▸ **WORK TO COMPLETE**:
Below are the entries; give again exactly the lines from the one mentioning "position:relative; width:1360px; height:1002px;" through the one mentioning "filter:drop-shadow(2px 0 #d9d5d1)", inclusive.
──────── EXERCISE INPUT
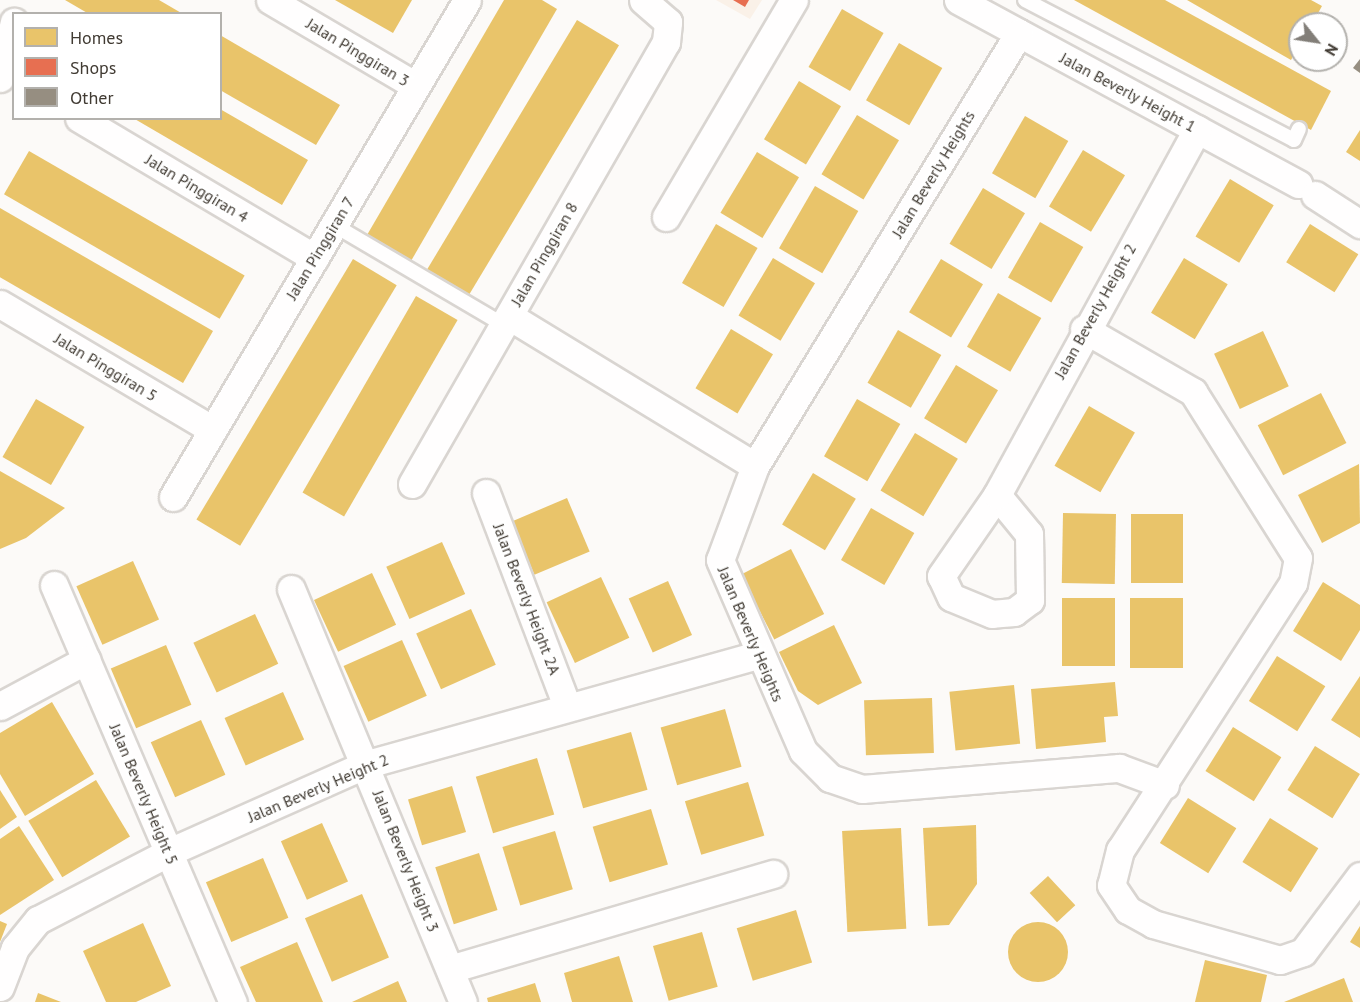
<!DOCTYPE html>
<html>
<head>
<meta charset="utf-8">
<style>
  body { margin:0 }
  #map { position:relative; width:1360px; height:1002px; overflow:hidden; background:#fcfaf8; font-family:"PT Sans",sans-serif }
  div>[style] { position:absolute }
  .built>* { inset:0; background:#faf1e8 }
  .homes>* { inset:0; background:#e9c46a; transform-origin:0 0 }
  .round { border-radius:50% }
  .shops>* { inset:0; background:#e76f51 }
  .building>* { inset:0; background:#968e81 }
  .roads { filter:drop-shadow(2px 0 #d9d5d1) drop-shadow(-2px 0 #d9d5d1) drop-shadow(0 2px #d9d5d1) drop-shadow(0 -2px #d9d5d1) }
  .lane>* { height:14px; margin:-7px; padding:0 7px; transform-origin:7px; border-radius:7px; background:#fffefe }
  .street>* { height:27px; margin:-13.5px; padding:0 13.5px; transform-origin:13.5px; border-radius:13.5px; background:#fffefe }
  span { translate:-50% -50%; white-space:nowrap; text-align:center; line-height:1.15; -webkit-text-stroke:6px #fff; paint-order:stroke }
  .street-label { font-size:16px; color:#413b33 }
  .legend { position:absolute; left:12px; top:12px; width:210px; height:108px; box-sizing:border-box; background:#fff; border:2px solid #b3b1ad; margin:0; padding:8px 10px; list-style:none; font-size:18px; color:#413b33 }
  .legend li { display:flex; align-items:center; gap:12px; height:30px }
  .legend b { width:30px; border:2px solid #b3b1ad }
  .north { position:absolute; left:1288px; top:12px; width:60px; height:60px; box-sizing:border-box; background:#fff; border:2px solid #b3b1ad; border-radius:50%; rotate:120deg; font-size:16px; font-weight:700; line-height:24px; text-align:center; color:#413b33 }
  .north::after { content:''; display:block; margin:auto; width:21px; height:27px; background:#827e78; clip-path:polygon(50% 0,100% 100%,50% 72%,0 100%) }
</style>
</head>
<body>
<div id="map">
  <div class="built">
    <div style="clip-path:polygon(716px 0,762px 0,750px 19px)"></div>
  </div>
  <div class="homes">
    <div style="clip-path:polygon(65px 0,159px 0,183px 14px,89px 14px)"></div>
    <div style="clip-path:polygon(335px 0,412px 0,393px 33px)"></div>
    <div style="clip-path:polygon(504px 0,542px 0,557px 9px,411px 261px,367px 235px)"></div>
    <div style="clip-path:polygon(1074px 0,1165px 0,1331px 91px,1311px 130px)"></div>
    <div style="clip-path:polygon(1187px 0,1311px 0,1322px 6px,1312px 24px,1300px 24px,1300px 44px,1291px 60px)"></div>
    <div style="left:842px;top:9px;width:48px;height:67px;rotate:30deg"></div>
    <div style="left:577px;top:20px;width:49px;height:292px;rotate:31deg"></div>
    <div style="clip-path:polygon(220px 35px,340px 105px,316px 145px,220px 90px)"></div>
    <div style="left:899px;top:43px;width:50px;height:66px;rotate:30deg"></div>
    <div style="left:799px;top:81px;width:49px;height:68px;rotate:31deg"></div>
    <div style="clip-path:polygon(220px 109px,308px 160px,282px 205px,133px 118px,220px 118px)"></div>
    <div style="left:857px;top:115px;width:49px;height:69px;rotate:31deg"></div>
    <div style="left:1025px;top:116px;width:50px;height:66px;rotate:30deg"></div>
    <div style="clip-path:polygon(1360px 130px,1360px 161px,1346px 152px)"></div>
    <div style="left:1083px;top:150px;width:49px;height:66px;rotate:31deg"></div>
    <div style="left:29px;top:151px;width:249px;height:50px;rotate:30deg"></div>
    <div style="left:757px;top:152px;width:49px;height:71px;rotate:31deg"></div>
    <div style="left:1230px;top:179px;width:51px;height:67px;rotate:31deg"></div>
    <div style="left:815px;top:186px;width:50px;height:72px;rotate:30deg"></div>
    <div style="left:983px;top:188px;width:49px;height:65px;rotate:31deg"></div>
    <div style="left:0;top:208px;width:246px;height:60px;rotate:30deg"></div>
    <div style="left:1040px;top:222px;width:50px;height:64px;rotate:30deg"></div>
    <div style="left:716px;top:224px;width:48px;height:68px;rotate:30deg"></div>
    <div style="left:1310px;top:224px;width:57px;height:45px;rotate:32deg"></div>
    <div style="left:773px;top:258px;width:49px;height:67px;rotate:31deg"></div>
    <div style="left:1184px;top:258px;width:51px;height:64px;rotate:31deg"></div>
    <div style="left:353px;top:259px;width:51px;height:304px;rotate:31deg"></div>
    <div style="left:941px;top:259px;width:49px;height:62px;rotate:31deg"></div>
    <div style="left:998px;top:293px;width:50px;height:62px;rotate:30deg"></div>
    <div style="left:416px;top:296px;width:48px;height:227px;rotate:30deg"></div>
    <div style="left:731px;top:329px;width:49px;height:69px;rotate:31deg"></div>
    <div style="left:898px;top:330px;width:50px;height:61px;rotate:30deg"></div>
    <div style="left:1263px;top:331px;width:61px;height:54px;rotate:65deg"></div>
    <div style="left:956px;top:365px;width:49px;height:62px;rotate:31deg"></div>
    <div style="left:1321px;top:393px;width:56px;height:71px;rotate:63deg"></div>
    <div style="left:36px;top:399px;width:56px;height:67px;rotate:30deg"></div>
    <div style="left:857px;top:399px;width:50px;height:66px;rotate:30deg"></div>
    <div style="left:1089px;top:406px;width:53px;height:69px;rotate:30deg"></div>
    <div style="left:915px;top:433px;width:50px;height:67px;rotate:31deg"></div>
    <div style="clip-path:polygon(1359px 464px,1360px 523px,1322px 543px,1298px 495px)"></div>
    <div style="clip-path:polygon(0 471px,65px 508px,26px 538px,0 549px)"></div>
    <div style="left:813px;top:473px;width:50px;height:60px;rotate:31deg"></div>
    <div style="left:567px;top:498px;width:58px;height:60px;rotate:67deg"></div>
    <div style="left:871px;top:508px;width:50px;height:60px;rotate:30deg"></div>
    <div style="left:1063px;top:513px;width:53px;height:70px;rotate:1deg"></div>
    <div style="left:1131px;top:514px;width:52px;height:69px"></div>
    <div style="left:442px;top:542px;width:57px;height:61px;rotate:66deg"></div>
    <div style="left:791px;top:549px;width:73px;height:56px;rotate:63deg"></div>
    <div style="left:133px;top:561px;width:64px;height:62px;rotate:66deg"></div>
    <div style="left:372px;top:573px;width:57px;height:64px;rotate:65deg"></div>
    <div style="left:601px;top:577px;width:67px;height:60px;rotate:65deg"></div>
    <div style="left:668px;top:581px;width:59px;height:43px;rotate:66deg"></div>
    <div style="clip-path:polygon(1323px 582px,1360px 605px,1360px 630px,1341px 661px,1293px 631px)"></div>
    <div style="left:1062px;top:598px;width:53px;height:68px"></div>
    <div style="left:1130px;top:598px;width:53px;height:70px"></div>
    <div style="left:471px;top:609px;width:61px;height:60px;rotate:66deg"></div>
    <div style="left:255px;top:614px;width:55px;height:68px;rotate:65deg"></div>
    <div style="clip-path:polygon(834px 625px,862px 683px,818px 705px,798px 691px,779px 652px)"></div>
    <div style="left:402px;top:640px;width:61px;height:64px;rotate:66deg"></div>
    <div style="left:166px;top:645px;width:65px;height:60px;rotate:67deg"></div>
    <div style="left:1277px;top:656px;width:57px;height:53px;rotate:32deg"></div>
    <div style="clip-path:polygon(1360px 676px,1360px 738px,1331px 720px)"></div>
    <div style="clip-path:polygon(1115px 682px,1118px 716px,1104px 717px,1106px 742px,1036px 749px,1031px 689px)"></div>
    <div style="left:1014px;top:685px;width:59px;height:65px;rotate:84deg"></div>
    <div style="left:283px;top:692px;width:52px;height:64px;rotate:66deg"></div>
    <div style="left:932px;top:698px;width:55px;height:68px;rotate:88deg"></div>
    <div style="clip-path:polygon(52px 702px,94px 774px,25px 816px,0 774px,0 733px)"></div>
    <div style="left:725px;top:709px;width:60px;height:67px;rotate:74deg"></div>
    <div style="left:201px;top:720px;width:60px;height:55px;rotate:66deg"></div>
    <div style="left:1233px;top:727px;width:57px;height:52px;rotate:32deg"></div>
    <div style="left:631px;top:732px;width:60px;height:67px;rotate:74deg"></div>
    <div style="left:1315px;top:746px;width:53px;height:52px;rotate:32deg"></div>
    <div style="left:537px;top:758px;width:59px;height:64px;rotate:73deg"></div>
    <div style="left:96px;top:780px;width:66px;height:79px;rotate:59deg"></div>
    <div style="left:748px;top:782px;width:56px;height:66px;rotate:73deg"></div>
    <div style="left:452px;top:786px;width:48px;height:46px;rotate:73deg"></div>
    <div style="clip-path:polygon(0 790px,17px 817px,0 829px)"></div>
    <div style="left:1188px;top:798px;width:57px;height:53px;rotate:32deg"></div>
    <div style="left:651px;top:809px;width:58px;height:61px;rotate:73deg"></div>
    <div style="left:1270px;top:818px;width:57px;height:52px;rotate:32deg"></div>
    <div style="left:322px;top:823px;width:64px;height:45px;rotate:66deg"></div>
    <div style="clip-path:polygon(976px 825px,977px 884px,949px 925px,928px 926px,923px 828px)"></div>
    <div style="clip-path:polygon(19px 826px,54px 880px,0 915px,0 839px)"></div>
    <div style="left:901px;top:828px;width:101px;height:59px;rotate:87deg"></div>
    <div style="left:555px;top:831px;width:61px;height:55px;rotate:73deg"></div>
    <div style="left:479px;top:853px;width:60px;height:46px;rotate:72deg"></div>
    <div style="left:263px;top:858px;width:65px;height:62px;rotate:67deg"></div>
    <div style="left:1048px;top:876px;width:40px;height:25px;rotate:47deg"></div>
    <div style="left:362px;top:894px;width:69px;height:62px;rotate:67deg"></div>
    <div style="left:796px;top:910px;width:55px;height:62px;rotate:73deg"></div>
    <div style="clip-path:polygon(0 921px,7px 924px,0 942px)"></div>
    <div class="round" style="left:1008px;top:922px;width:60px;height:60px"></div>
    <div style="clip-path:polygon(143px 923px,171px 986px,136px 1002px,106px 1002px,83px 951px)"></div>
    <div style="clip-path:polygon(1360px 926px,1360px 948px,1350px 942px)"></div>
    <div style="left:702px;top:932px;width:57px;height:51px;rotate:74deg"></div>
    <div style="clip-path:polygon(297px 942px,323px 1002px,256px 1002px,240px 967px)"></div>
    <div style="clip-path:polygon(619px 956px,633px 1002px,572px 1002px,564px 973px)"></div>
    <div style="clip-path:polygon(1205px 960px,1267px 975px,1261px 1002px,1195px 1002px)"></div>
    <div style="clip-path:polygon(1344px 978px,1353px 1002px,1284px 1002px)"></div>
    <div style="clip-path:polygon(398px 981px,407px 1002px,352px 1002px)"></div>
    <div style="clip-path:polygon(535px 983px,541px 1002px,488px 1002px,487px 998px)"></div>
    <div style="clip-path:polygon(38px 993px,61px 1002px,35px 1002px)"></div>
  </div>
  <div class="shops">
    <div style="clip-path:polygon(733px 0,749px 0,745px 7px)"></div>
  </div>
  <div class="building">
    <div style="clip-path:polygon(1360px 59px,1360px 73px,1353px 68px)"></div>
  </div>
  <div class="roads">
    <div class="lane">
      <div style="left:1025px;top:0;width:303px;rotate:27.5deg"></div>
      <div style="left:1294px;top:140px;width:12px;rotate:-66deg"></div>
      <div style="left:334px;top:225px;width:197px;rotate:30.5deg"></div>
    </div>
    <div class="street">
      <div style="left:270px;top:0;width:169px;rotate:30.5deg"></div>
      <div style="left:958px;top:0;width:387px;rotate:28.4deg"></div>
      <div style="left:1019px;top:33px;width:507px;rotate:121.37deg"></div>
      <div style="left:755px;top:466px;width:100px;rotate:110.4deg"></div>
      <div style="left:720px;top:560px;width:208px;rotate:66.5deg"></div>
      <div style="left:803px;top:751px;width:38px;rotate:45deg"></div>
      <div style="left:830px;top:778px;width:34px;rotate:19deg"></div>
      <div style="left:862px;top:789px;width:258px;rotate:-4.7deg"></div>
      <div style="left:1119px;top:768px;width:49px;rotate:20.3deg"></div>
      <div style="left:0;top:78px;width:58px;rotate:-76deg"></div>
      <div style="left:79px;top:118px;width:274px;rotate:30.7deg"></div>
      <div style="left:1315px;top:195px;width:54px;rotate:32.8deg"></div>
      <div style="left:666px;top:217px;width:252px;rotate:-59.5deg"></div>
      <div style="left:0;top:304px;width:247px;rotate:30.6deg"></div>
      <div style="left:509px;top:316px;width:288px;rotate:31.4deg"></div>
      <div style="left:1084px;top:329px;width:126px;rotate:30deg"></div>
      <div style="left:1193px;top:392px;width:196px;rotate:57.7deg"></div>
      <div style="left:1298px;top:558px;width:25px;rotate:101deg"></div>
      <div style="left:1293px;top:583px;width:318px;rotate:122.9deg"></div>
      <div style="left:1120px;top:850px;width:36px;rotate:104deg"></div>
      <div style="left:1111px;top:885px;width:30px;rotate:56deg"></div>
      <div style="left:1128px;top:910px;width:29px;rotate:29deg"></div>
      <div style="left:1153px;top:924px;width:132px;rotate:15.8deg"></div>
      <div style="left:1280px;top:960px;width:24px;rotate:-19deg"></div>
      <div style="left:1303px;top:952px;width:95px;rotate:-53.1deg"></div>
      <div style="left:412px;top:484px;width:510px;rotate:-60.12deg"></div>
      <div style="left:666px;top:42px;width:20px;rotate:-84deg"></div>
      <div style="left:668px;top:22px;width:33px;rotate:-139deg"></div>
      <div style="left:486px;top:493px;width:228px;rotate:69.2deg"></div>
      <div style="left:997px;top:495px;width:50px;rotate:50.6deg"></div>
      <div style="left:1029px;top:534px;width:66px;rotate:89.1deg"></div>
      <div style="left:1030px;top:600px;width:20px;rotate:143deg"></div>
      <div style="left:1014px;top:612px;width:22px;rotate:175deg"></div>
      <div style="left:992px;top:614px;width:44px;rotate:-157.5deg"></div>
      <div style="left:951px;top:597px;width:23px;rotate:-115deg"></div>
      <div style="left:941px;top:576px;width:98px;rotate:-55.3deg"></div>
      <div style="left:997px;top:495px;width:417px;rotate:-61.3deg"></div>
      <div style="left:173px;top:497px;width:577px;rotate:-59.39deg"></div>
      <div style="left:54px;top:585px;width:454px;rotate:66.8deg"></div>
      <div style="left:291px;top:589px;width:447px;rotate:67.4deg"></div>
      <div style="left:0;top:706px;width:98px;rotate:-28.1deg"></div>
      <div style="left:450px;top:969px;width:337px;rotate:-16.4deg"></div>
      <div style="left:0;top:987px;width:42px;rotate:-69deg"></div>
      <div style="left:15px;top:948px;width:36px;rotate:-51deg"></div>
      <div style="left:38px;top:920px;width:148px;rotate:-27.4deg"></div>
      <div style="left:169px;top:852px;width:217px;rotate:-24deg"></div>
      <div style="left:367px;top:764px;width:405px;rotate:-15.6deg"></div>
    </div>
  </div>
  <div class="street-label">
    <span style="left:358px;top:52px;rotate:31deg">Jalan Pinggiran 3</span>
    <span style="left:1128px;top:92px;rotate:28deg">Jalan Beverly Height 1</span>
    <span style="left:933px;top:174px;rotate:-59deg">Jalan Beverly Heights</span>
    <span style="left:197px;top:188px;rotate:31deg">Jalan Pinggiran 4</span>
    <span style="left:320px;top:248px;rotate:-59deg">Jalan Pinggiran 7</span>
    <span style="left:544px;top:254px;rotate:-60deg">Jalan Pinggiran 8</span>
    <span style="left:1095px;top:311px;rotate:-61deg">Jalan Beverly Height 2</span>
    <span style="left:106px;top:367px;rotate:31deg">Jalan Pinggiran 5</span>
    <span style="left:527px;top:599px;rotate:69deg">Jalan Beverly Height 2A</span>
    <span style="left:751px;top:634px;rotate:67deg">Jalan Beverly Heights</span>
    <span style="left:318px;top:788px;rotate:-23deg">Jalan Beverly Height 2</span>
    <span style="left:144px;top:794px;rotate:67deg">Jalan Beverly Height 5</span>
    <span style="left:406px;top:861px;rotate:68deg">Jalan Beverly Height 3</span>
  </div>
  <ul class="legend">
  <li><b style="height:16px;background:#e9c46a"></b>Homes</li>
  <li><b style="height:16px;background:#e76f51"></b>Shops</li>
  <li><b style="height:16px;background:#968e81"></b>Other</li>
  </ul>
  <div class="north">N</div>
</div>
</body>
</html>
────────────────
▸ **ANSWER TO THE EXERCISE**:
  #map { position:relative; width:1360px; height:1002px; overflow:hidden; background:#fcfaf8; font-family:"PT Sans",sans-serif }
  div>[style] { position:absolute }
  .built>* { inset:0; background:#faf1e8 }
  .homes>* { inset:0; background:#e9c46a; transform-origin:0 0 }
  .round { border-radius:50% }
  .shops>* { inset:0; background:#e76f51 }
  .building>* { inset:0; background:#968e81 }
  .roads { filter:drop-shadow(2px 0 #d9d5d1) drop-shadow(-2px 0 #d9d5d1) drop-shadow(0 2px #d9d5d1) drop-shadow(0 -2px #d9d5d1) }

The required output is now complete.